Collected data entries
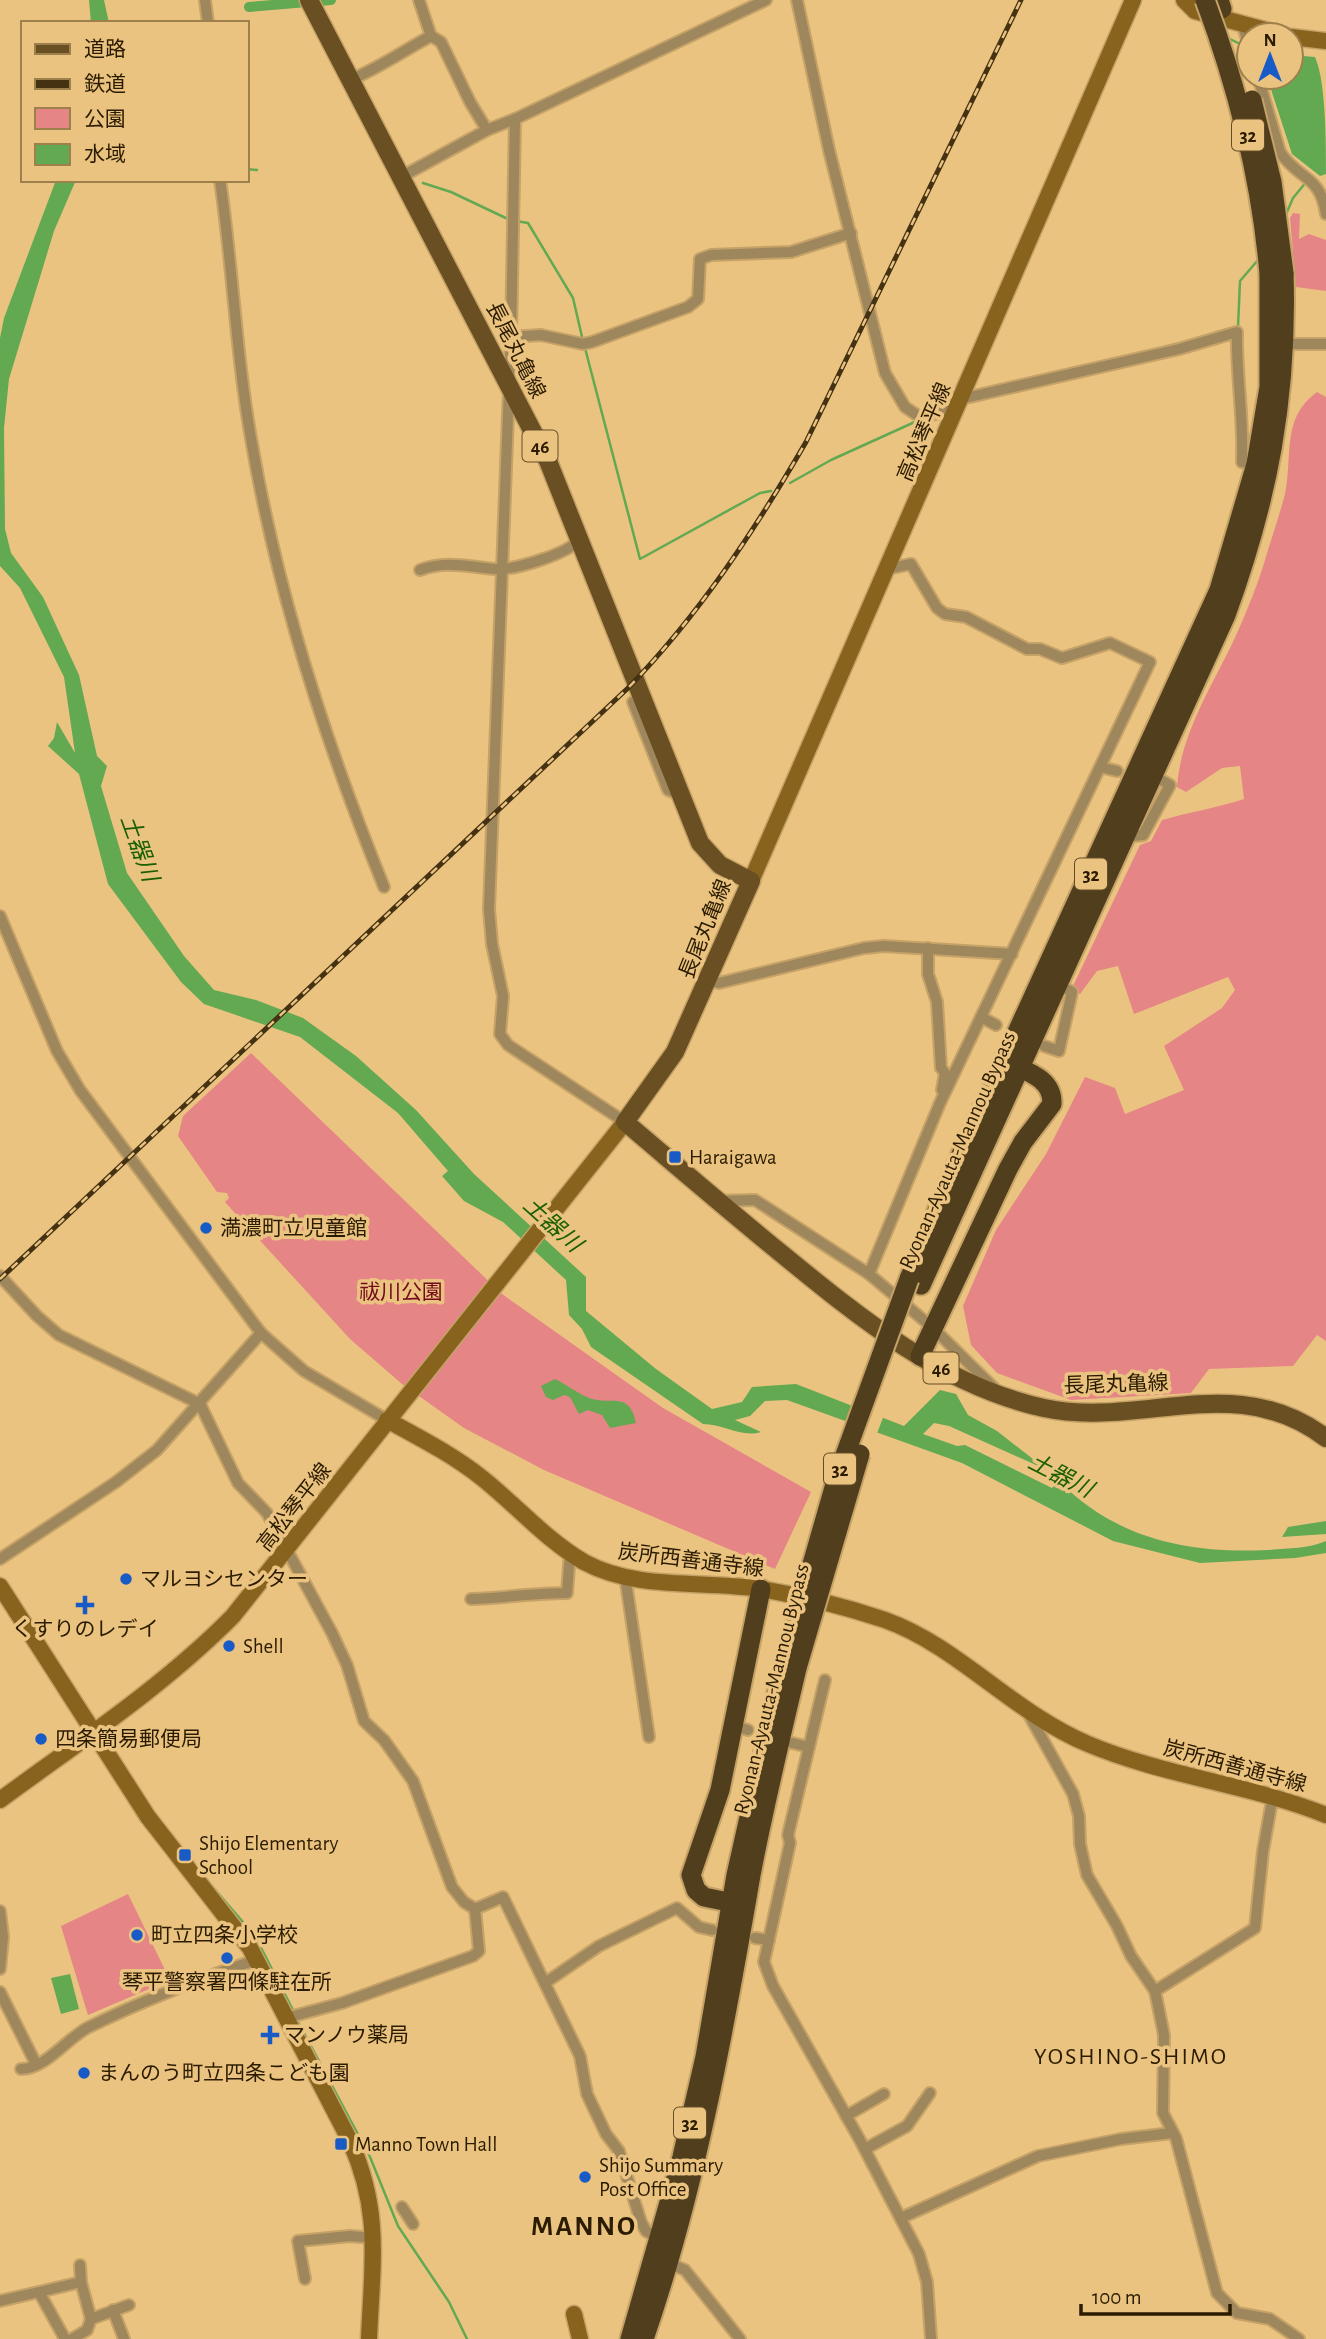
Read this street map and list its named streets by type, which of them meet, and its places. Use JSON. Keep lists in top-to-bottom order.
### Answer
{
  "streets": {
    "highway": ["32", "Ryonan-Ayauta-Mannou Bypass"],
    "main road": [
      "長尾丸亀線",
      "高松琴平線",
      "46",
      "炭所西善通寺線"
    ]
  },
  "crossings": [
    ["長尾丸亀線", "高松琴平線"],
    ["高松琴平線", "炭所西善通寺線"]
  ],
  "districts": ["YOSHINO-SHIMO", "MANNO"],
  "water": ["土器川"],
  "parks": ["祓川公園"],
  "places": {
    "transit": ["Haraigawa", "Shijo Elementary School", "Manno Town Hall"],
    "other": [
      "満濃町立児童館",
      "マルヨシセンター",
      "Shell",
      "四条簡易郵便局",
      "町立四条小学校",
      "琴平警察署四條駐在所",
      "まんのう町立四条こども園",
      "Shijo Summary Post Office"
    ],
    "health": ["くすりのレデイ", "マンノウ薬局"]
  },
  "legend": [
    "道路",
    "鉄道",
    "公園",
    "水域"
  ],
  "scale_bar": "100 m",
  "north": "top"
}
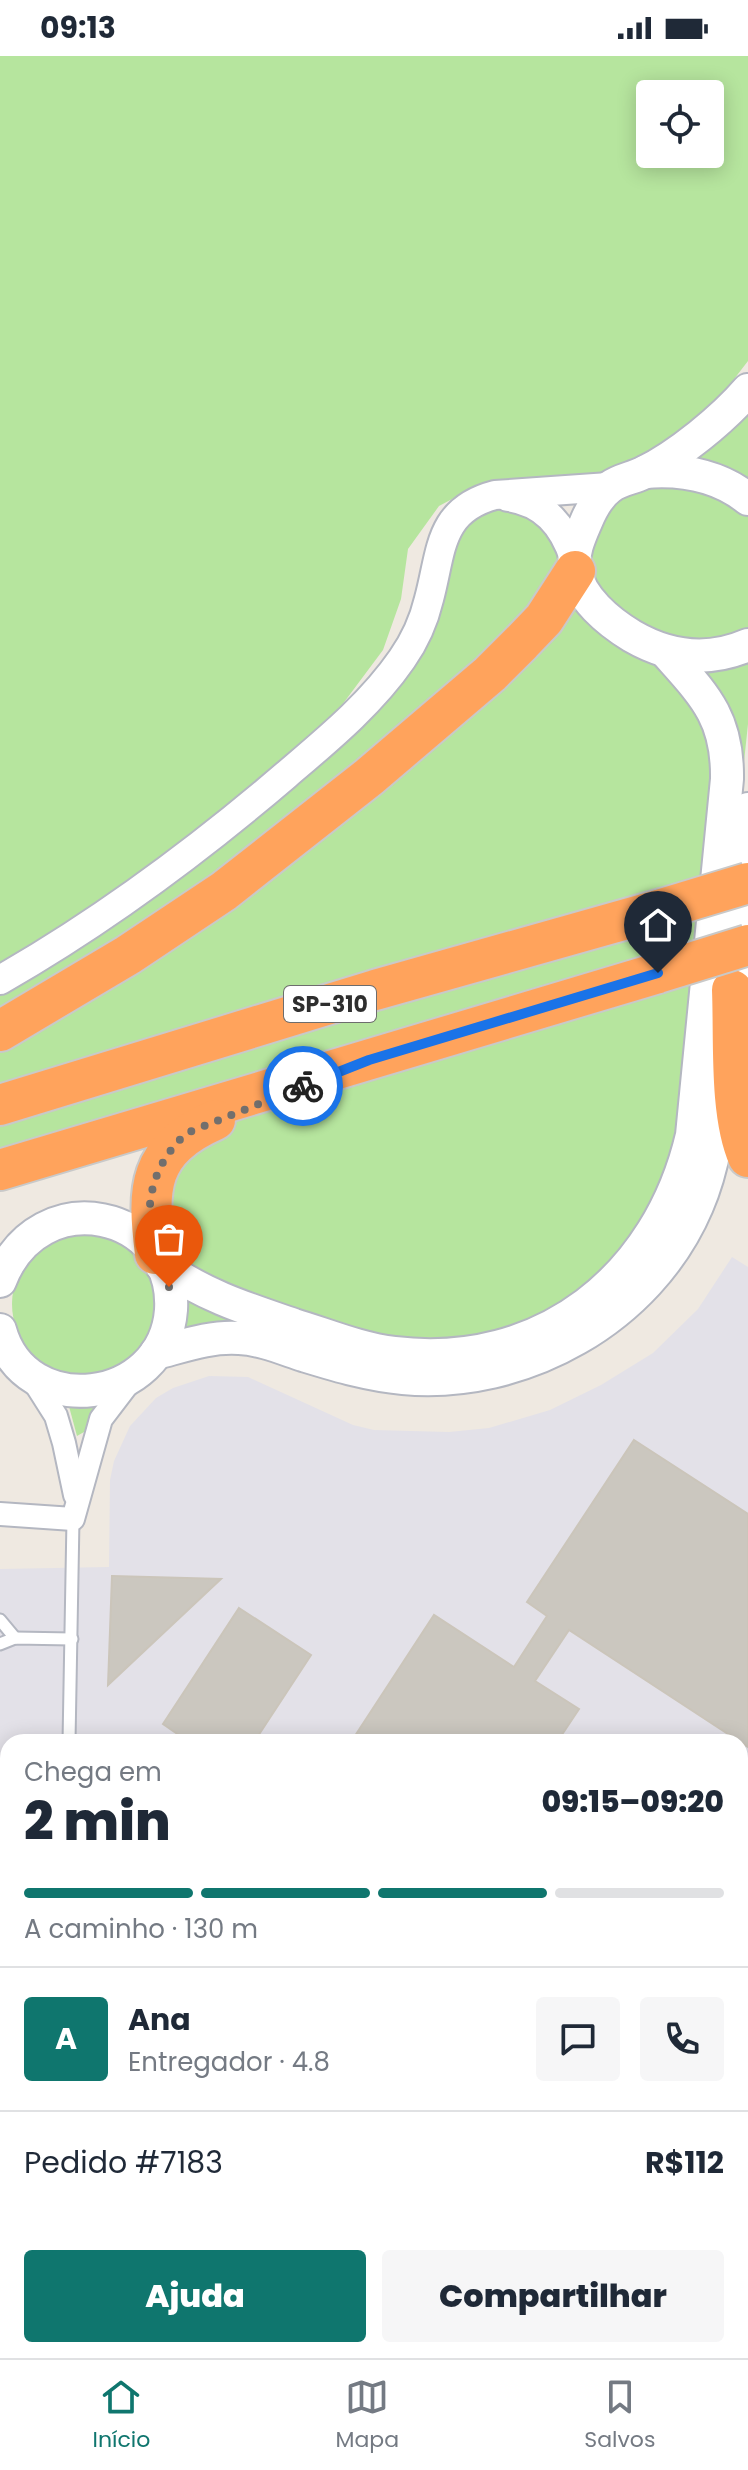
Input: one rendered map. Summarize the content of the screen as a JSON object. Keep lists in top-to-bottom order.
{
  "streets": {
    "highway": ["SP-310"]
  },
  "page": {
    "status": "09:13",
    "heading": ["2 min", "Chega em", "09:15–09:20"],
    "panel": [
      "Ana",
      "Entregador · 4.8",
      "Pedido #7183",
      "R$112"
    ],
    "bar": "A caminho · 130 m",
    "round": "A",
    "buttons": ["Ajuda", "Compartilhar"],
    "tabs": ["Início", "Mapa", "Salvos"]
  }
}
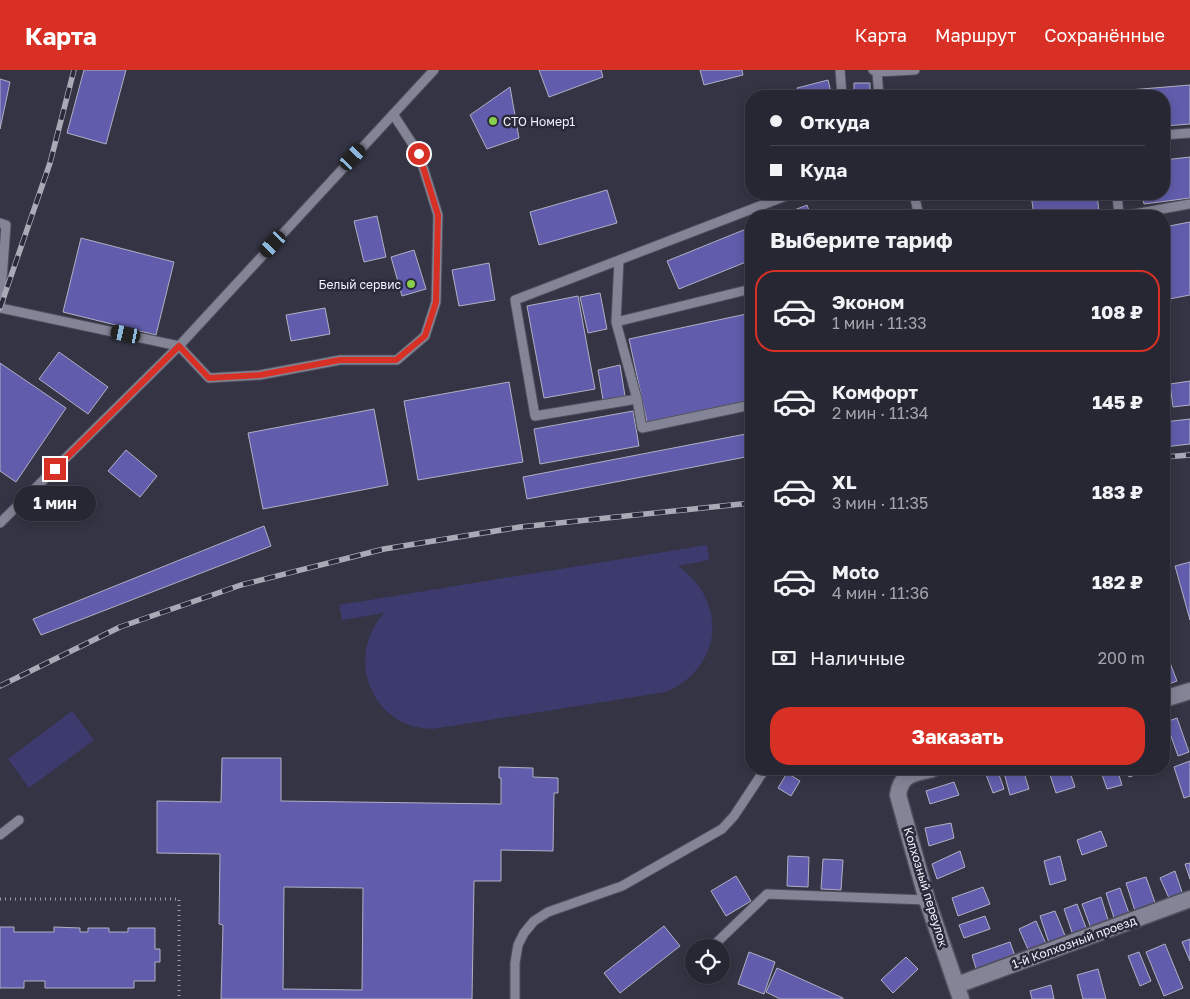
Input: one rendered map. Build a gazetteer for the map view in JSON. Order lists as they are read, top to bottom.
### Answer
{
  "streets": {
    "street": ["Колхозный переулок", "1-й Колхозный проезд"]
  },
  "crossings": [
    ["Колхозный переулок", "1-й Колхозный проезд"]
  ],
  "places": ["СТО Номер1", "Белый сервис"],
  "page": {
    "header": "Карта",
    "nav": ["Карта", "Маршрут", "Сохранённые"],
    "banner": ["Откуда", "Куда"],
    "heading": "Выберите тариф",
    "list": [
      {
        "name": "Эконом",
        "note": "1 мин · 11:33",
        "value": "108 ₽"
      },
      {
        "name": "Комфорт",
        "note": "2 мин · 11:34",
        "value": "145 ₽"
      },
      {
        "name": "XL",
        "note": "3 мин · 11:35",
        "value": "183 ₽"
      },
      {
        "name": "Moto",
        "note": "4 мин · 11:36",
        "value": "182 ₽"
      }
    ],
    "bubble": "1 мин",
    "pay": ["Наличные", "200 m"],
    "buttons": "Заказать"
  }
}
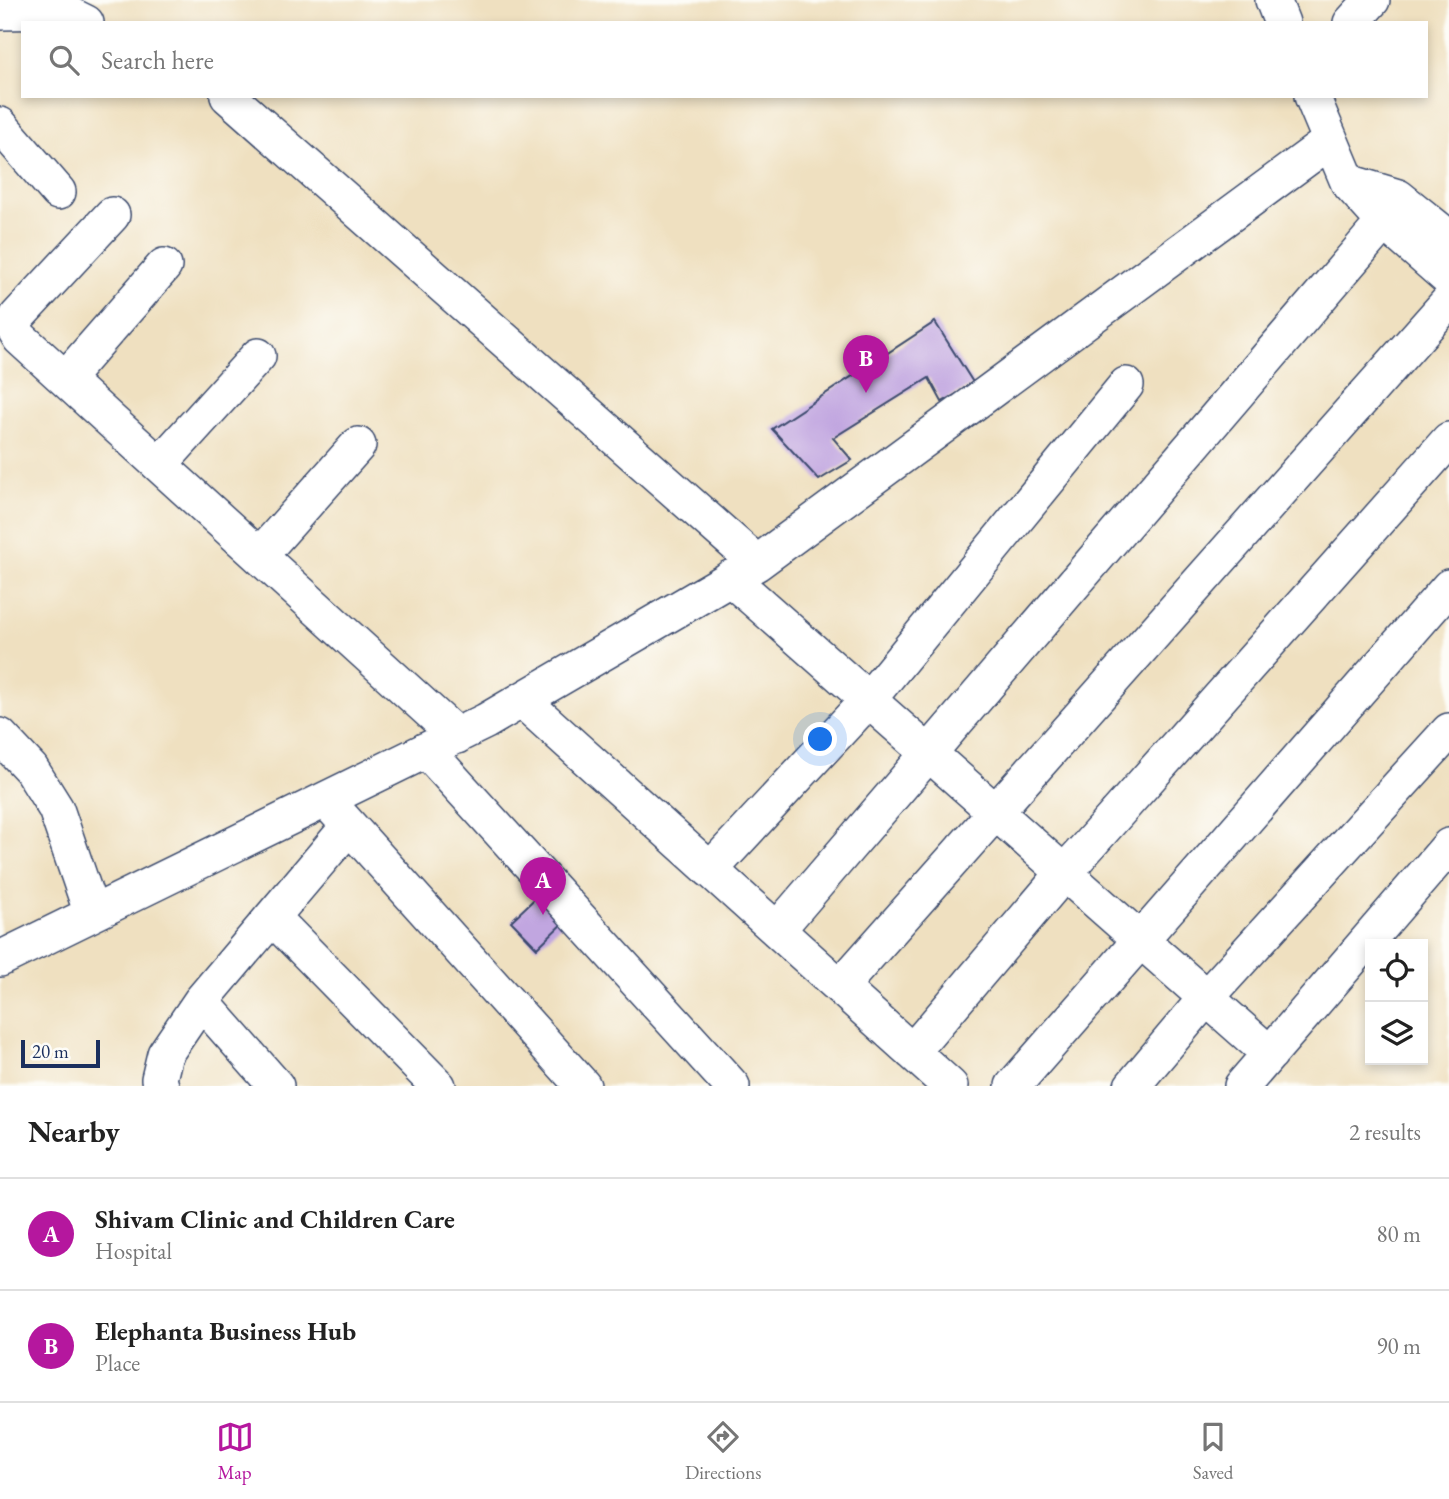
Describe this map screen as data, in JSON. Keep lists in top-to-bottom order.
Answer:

• **Instructions to follow**: From the data above, retype only the lines starting with the line with "Input: one rendered map. Summarize" and going on through the line with "Input: one rendered map. Build", exactly, leaving out the pictures.

• **Exercise output**:
Input: one rendered map. Summarize the content of the screen as a JSON object. Keep lists in top-to-bottom order.
{
  "streets": {
    "highway": ["SP-310"]
  },
  "page": {
    "status": "09:13",
    "heading": ["2 min", "Chega em", "09:15–09:20"],
    "panel": [
      "Ana",
      "Entregador · 4.8",
      "Pedido #7183",
      "R$112"
    ],
    "bar": "A caminho · 130 m",
    "round": "A",
    "buttons": ["Ajuda", "Compartilhar"],
    "tabs": ["Início", "Mapa", "Salvos"]
  }
}
Input: one rendered map. Build a gazetteer for the map view in JSON. Order lists as they are read, top to bottom.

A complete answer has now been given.